AI agents that generate their own software tools are quietly accumulating libraries of code that looks fine but breaks on real workloads.
Researchers tested Claude Haiku 4.5 in a harness that preserved the source code of every tool an agent synthesized during a session, then replayed those tools against a held-out conformance suite the agent never saw. The results were stark: across 222 preserved tools and three protocols, 96.8% recorded a per-tool correctness score of zero. Two protocols failed every single synthesized tool; a third failed 91.7% of them. Hand-written reference implementations, run through the same suite, scored perfectly. The tools executed without errors and the in-session verifier raised no flags — they just returned wrong answers when the inputs changed.
The implication is uncomfortable for anyone building agentic systems. Task-completion rate — the standard benchmark — measures whether an agent finishes the job in front of it.
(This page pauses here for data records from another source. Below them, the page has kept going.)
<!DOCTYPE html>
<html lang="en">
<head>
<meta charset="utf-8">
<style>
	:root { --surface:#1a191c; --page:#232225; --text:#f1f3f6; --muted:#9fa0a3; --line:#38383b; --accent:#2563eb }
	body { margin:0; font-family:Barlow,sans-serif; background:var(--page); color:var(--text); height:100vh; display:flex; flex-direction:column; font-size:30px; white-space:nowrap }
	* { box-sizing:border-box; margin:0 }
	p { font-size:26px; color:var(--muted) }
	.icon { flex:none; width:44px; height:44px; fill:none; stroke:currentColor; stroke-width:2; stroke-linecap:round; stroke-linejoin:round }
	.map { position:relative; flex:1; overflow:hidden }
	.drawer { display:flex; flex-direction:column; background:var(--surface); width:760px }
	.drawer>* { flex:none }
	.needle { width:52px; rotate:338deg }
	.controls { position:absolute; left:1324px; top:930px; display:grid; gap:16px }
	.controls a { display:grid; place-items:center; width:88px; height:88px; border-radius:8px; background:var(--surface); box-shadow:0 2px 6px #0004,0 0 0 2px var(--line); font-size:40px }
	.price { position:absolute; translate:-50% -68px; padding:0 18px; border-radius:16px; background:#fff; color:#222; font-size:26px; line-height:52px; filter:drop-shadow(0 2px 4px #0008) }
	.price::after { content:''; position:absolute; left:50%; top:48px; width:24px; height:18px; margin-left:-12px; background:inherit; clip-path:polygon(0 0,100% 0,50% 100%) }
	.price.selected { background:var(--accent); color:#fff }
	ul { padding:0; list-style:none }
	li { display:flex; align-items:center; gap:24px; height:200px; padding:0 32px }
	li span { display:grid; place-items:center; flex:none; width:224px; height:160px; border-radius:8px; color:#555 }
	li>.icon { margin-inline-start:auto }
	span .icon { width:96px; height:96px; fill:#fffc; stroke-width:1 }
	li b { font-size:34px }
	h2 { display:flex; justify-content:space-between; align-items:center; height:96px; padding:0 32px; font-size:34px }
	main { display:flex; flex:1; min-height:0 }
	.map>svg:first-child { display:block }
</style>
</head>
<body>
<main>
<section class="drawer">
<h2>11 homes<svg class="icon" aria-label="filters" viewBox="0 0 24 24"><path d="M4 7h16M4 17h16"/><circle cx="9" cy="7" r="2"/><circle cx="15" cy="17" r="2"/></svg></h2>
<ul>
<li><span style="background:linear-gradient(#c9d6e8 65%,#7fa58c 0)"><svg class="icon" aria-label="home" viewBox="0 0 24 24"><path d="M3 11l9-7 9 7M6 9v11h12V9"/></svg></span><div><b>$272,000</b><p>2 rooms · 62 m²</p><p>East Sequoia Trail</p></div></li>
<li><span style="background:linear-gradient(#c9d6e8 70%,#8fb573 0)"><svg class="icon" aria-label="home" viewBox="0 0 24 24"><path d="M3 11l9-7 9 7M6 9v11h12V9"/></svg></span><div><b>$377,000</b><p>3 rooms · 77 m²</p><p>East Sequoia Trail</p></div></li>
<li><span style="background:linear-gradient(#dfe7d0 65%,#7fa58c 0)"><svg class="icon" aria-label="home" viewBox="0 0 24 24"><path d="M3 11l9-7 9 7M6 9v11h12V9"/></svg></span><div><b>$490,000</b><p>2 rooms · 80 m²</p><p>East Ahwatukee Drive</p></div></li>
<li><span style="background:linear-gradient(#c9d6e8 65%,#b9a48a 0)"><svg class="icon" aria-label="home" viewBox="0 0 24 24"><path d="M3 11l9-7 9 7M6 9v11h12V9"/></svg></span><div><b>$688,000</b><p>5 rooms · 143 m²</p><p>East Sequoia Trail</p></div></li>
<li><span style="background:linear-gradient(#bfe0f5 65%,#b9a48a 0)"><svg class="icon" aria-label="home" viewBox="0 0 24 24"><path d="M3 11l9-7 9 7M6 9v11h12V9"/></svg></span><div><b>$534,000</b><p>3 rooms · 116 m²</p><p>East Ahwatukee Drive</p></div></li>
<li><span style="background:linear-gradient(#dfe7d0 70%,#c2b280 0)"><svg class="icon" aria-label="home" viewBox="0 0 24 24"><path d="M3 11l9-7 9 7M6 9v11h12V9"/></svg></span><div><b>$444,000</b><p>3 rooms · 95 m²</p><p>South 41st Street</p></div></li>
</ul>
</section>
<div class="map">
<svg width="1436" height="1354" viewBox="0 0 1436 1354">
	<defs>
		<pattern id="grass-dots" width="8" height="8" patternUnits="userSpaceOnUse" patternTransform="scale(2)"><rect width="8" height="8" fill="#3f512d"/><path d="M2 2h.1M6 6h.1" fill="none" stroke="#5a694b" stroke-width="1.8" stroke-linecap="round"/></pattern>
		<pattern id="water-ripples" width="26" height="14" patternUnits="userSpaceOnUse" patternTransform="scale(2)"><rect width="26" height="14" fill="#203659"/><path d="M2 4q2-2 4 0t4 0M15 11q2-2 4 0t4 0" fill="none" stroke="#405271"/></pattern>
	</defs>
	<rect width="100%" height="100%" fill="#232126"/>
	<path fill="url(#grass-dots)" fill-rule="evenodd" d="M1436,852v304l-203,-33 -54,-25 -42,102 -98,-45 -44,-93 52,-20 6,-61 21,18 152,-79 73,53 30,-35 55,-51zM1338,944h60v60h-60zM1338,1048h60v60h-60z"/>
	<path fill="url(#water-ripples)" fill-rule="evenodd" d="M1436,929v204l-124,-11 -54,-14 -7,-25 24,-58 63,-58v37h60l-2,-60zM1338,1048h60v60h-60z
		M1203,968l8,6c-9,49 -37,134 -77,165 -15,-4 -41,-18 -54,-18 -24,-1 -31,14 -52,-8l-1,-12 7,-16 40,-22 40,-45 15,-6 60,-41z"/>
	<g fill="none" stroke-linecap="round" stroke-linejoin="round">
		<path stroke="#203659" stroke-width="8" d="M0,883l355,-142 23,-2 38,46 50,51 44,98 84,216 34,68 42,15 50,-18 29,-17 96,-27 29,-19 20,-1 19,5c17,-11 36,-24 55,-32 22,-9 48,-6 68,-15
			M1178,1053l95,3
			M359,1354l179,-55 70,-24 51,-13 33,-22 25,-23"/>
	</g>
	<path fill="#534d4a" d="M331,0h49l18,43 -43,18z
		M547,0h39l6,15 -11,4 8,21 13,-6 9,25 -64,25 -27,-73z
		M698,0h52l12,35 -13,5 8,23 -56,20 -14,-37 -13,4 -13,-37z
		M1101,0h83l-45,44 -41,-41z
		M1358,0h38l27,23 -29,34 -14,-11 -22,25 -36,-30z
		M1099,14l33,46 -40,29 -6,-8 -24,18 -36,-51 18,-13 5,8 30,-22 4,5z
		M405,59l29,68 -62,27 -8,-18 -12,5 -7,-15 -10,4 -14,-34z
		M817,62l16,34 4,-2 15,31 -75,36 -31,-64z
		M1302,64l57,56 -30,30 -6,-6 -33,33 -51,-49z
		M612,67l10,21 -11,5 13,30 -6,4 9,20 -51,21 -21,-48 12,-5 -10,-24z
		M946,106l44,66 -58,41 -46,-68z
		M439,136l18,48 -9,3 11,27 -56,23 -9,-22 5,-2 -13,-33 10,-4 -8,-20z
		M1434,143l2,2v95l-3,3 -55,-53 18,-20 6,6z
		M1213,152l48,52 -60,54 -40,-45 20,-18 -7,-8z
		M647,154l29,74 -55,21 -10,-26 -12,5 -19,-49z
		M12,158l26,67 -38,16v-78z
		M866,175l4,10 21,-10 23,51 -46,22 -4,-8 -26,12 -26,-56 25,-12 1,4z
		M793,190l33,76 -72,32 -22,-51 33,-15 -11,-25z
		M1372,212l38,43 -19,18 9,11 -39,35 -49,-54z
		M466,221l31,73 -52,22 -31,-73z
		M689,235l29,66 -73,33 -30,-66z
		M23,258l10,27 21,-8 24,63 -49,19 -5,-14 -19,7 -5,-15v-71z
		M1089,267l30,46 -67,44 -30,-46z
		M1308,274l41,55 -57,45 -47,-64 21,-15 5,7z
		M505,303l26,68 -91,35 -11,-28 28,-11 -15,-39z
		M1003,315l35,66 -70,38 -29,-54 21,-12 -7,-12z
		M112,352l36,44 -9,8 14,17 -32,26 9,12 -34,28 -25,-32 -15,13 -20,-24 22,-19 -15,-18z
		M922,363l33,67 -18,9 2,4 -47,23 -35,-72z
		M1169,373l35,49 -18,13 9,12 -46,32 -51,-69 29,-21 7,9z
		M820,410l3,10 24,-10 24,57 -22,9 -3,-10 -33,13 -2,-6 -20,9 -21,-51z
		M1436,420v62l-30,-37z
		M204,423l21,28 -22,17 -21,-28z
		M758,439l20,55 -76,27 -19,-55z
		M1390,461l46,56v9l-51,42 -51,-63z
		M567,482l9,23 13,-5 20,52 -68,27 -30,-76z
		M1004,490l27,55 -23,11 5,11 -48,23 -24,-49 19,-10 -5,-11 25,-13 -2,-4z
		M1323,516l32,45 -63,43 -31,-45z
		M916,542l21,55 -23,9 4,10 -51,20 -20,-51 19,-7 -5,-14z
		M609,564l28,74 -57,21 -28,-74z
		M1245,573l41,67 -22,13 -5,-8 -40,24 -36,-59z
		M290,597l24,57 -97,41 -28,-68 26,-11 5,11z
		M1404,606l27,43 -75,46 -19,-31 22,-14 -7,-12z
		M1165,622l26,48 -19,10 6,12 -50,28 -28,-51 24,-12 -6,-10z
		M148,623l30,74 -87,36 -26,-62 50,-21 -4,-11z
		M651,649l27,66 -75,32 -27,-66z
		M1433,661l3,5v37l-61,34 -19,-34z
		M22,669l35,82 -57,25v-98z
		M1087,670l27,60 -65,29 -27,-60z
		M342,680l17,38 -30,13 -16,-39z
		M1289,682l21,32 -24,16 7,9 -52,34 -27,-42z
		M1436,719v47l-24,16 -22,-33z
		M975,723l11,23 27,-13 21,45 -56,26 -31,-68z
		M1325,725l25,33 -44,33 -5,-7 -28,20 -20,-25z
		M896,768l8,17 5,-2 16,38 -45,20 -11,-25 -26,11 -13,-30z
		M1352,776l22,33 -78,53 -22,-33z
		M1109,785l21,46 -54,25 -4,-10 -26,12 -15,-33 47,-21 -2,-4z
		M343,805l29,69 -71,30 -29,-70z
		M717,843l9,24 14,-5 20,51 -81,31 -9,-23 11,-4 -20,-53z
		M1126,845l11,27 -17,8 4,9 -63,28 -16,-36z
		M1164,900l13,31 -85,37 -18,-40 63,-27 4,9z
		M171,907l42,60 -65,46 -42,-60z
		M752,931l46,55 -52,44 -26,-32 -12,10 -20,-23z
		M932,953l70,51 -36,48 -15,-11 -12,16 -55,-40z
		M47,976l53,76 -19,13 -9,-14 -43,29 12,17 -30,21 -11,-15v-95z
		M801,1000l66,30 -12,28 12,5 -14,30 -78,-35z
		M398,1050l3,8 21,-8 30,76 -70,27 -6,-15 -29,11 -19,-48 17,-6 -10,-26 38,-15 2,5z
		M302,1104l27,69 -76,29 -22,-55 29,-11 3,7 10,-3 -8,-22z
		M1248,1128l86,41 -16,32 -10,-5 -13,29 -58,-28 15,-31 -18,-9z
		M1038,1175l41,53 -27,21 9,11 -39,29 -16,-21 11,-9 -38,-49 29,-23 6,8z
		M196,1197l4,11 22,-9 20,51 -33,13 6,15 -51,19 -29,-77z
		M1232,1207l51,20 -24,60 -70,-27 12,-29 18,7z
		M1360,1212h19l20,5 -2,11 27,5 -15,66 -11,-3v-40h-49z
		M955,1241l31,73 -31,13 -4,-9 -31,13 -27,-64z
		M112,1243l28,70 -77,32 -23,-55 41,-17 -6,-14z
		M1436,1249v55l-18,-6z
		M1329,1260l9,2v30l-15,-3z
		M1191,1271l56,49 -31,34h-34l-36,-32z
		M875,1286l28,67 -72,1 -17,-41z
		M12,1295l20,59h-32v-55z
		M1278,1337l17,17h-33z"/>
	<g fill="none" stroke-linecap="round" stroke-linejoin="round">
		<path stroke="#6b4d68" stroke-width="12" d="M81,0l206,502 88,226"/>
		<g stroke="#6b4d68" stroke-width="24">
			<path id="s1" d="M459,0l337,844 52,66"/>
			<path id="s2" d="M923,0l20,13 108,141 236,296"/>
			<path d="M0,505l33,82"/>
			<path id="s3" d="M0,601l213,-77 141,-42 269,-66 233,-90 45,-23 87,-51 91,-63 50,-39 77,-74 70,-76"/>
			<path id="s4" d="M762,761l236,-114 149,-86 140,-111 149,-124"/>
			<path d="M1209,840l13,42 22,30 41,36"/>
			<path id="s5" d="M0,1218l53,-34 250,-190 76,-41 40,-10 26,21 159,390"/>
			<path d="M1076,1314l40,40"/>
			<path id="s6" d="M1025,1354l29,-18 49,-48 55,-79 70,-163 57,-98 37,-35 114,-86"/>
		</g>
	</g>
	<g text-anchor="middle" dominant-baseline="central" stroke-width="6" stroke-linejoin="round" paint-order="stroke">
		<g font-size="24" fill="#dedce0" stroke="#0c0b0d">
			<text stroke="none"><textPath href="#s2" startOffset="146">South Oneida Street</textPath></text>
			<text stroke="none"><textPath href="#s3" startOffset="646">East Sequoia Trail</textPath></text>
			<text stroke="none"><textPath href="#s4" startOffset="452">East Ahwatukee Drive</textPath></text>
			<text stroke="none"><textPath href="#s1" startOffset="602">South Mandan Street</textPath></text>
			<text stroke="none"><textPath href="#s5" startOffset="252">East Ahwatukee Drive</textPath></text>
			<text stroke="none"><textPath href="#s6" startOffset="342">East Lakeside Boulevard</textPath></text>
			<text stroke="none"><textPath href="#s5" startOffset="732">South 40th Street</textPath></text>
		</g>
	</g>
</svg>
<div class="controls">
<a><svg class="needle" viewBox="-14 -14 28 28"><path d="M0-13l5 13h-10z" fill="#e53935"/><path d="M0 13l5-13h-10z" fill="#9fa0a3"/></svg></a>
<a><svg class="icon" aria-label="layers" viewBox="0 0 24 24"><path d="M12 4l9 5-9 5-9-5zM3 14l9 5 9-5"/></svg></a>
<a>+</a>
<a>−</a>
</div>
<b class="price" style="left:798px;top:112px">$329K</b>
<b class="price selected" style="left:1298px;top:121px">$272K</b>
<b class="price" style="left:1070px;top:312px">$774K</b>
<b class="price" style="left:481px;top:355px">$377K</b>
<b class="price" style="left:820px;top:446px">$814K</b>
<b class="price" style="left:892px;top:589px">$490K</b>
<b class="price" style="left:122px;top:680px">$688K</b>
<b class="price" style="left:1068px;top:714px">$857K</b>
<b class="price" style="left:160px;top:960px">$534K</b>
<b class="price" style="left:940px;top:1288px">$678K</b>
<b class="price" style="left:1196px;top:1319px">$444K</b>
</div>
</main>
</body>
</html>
It says nothing about whether the reusable code that agent produces will hold up when a future task calls it with different inputs. The researchers call this the verification-vs.-conformance gap, and they argue it is invisible to pass-rate benchmarks by design. Their new benchmark, EvolveTool-Bench, is built to make it measurable.
This gap will matter more as tool-evolving agents move from research demos to production pipelines where synthesized code gets reused, composed, and depended on across sessions — a compounding failure mode that task-completion scores will never catch.